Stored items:
________

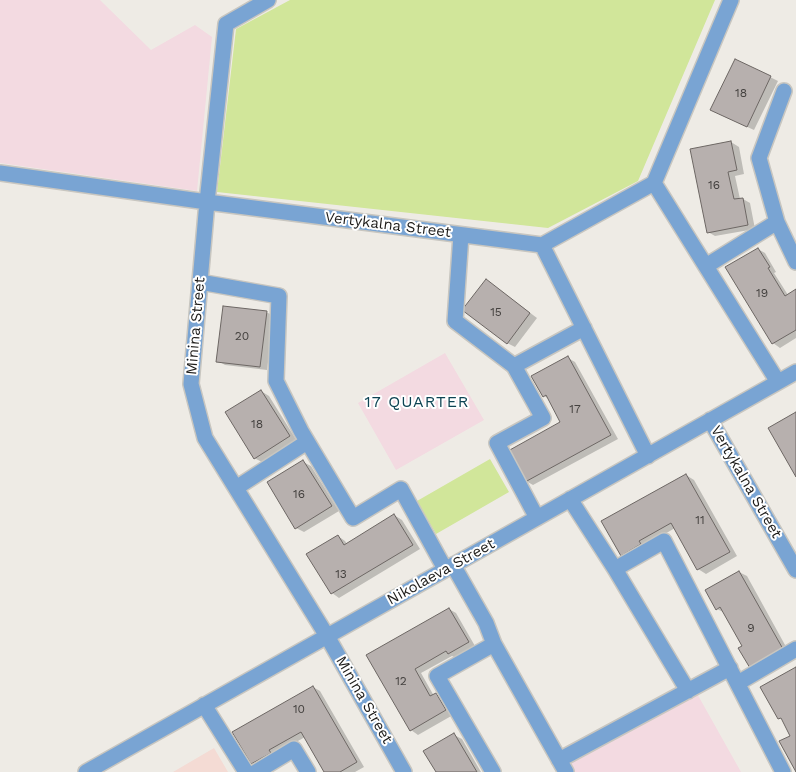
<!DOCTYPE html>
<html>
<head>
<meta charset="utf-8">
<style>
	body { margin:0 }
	canvas { display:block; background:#eeebe5 }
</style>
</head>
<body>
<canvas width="796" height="772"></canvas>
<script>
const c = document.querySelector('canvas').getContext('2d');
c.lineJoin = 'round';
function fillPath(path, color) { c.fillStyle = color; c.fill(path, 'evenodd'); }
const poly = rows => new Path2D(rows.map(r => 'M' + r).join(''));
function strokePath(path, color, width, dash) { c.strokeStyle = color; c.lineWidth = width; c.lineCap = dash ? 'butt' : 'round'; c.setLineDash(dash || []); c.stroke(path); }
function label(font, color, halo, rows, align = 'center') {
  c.font = font + ' "Work Sans",sans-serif'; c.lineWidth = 4; c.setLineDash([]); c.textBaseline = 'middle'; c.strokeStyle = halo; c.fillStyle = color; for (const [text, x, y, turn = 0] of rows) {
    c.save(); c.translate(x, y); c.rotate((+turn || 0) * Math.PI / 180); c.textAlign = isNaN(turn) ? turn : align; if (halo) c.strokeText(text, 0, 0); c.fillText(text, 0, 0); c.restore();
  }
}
fillPath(poly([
	[0,0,100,0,151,50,195,25,212,37,197,191,0,163],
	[445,353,484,420,396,470,358,403],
	[695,690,741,772,566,772,562,765]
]), '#f3dae1');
fillPath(poly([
	[214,748,228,772,173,772]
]), '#f4dbd4');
fillPath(poly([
	[290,0,715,0,638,181,548,228,217,192,236,29],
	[490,459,509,492,436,534,417,501]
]), '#d1e69a');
fillPath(poly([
	[770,77,778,81,754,130,719,114],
	[731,142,739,147,744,174,735,176,740,199,743,199,750,203,755,229,715,236,708,232],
	[758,249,765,253,776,272,774,273,788,295,796,291,796,338,780,348,773,343],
	[493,285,537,318,515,347,507,343],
	[266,312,274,316,267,370,225,365,218,361],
	[568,358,575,362,618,439,533,485,526,481,562,422,549,399,544,396],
	[261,391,269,396,297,441,262,462,254,458],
	[303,462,311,466,339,511,304,532,296,528],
	[686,475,694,480,737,556,706,574,698,569,675,528,646,545,629,559,621,555],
	[394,515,402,520,420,549,339,598,332,593,338,536,345,541,347,544],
	[739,572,747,576,790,654,743,646,725,613,717,609],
	[449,609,456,613,475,646,456,658,452,656,421,673,434,696,436,695,443,699,453,715,418,735,411,730,368,656],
	[313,687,320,691,364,767,355,772,325,772,305,737,275,754,260,768,252,763,234,732],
	[454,735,462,739,481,772,437,772]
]), '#0003');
const building = poly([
	[735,59,771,76,747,127,710,110,735,59],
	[731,141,737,170,728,172,734,199,743,198,748,225,707,233,690,149,731,141],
	[758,248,770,267,768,268,785,296,796,289,796,330,772,344,725,267,758,248],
	[486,279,530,313,507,344,462,310,486,279],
	[223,306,267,311,260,367,216,362,223,306],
	[568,356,611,435,525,482,508,451,560,422,546,395,543,397,531,376,568,356],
	[261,390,290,436,254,459,225,412,261,390],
	[796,412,796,477,768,428,796,412],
	[303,460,332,506,295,529,267,482,303,460],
	[686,474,730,552,697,570,671,523,639,541,641,544,621,556,601,521,686,474],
	[394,514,413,545,331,594,306,554,338,535,344,545,394,514],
	[739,571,783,649,750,668,738,648,742,646,720,607,716,610,705,590,739,571],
	[449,608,469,642,448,654,446,651,415,669,430,696,436,693,446,710,410,731,366,655,449,608],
	[796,667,796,772,779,741,790,736,781,718,778,719,760,687,796,667],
	[313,686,357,762,340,772,324,772,301,732,269,750,271,753,251,764,232,732,313,686],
	[454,733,477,772,436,772,423,751,454,733]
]);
fillPath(building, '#b7b0ae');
strokePath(building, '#6d6764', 1);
const minor = poly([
	[268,0,226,24,207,202,191,384,205,438,327,636,404,772],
	[0,173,207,202,542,245,648,456],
	[654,183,731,0],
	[777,222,759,158,784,91],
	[461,235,455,321,514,366],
	[542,245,654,183,778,382],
	[706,266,777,222,796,262],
	[200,282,279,296,276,381,301,431,353,518,401,489,445,569],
	[710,420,796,570],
	[236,488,307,442],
	[570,499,615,569,688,691],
	[537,518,497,443,543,418,514,366,584,328],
	[453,565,486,623,494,644,437,676,493,772],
	[615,569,664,541,783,772],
	[494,644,566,772],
	[738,683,796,649],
	[204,705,246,772],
	[559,760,730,668],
	[86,772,796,372],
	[256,772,294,749,308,772]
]);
strokePath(minor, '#c8c6c0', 18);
strokePath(minor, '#79a4d3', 15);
label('12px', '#44413f', null, [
	["18",741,93],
	["16",714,185],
	["19",762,293],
	["15",496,312],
	["20",242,336],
	["17",575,409],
	["18",257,424],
	["16",299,494],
	["11",700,520],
	["13",341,574],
	["9",751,628],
	["12",401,681],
	["10",299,709]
]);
label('15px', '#1d1c1a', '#fff', [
	["Vertykalna Street",388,225,7],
	["Minina Street",196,326,-85],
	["Vertykalna Street",746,482,60],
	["Nikolaeva Street",441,572,-29],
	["Minina Street",364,700,60]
]);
c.letterSpacing = '1px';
label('16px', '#0d4353', '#fff', [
	["17 QUARTER",417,402]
]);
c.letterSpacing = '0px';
</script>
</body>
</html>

________

Aim of the exercise
State how many lines of the entries include the string "align", with nothing besides the number.

Reply to the exercise
2